§ **Assigned task**
A faithful transcription of all the entries below is needed, without the pictures.

§ **Exercise material**
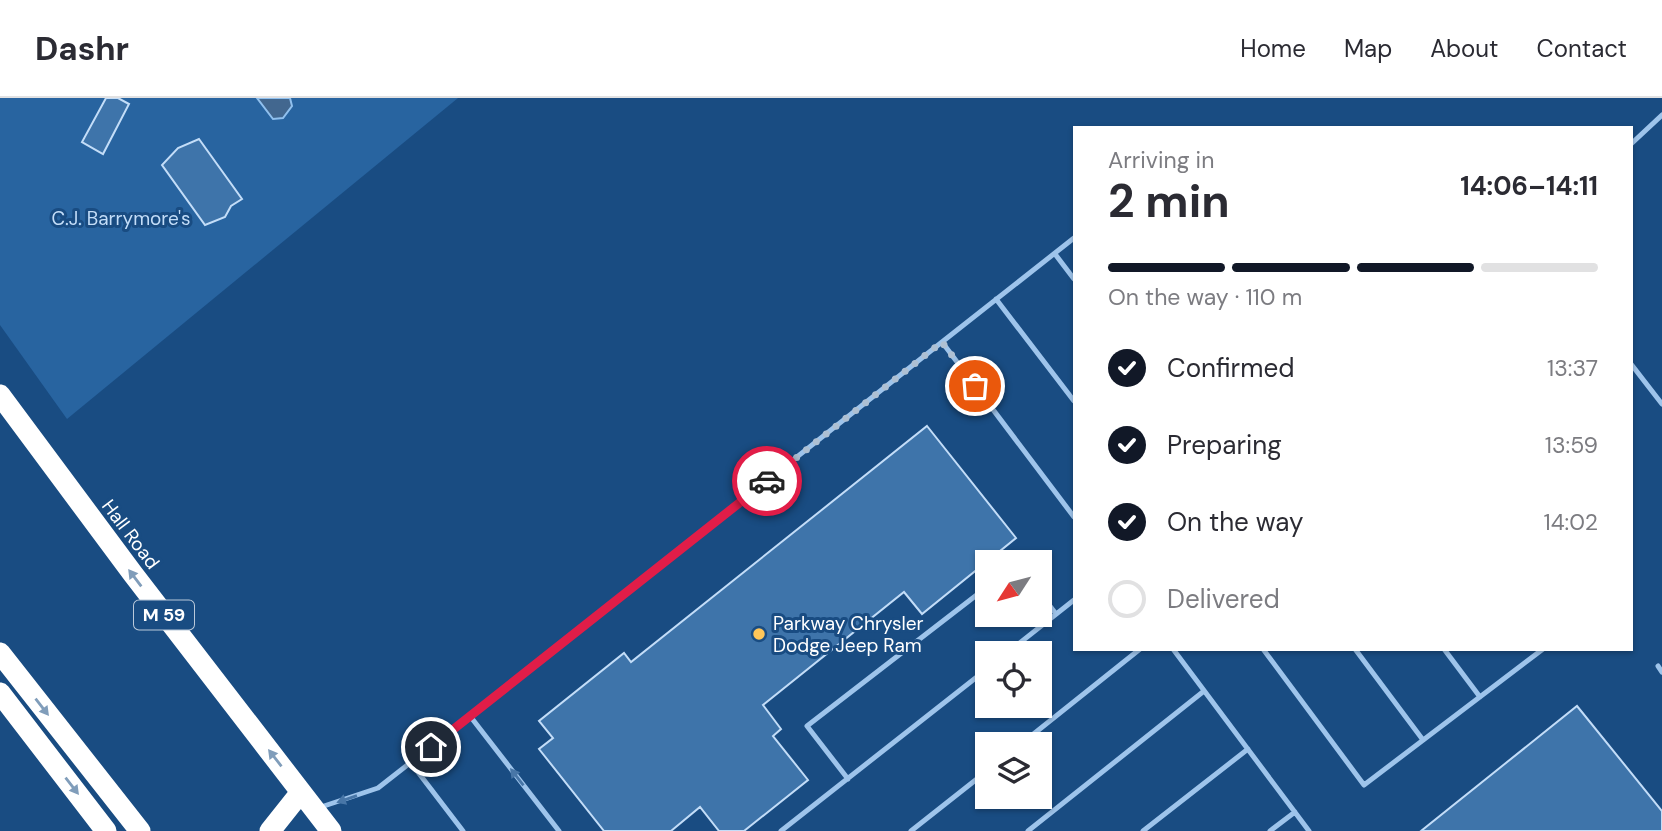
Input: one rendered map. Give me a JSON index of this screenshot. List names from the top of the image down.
{
  "streets": {
    "highway": ["Hall Road", "M 59"]
  },
  "parks": ["C.J. Barrymore's"],
  "places": ["Parkway Chrysler Dodge Jeep Ram"],
  "north": "bottom left",
  "page": {
    "header": "Dashr",
    "nav": [
      "Home",
      "Map",
      "About",
      "Contact"
    ],
    "heading": ["2 min", "Arriving in", "14:06–14:11"],
    "bar": "On the way · 110 m",
    "list": [
      ["Confirmed", "13:37"],
      ["Preparing", "13:59"],
      ["On the way", "14:02"],
      "Delivered"
    ]
  }
}
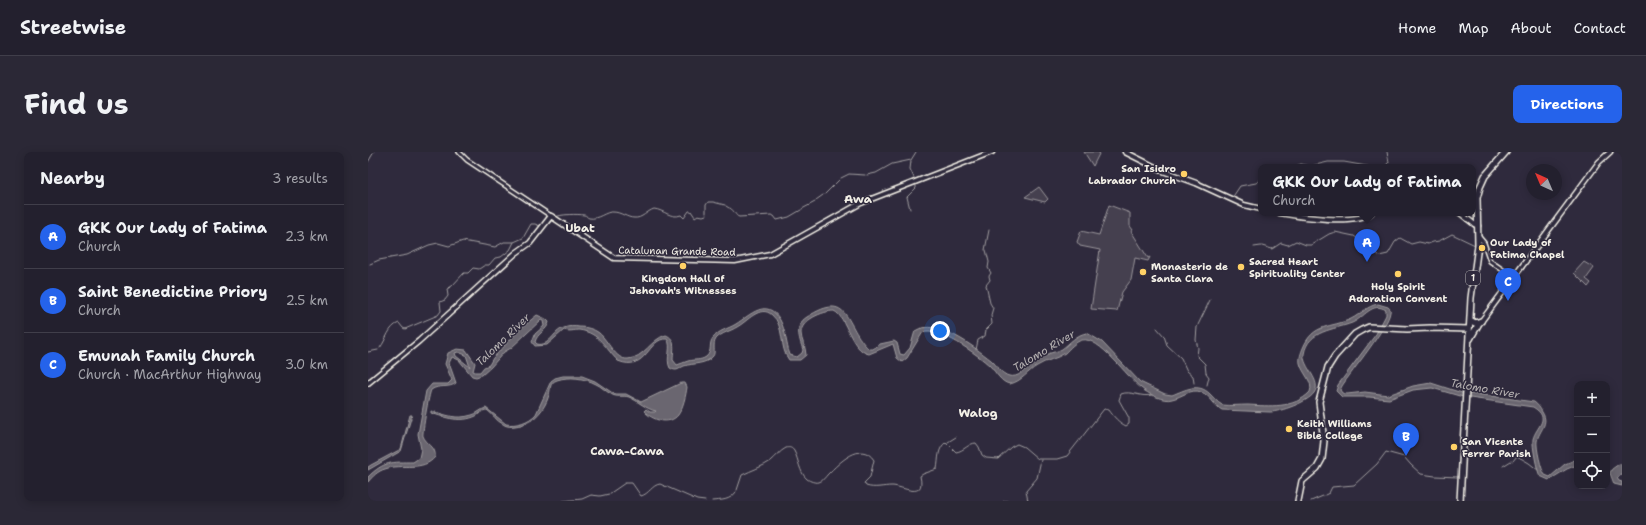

§ **Solution for this exercise**
Input: one rendered map. Give me a JSON index of this screenshot. List names from the top of the image down.
{
  "streets": {
    "highway": ["Hall Road", "M 59"]
  },
  "parks": ["C.J. Barrymore's"],
  "places": ["Parkway Chrysler Dodge Jeep Ram"],
  "north": "bottom left",
  "page": {
    "header": "Dashr",
    "nav": [
      "Home",
      "Map",
      "About",
      "Contact"
    ],
    "heading": ["2 min", "Arriving in", "14:06–14:11"],
    "bar": "On the way · 110 m",
    "list": [
      ["Confirmed", "13:37"],
      ["Preparing", "13:59"],
      ["On the way", "14:02"],
      "Delivered"
    ]
  }
}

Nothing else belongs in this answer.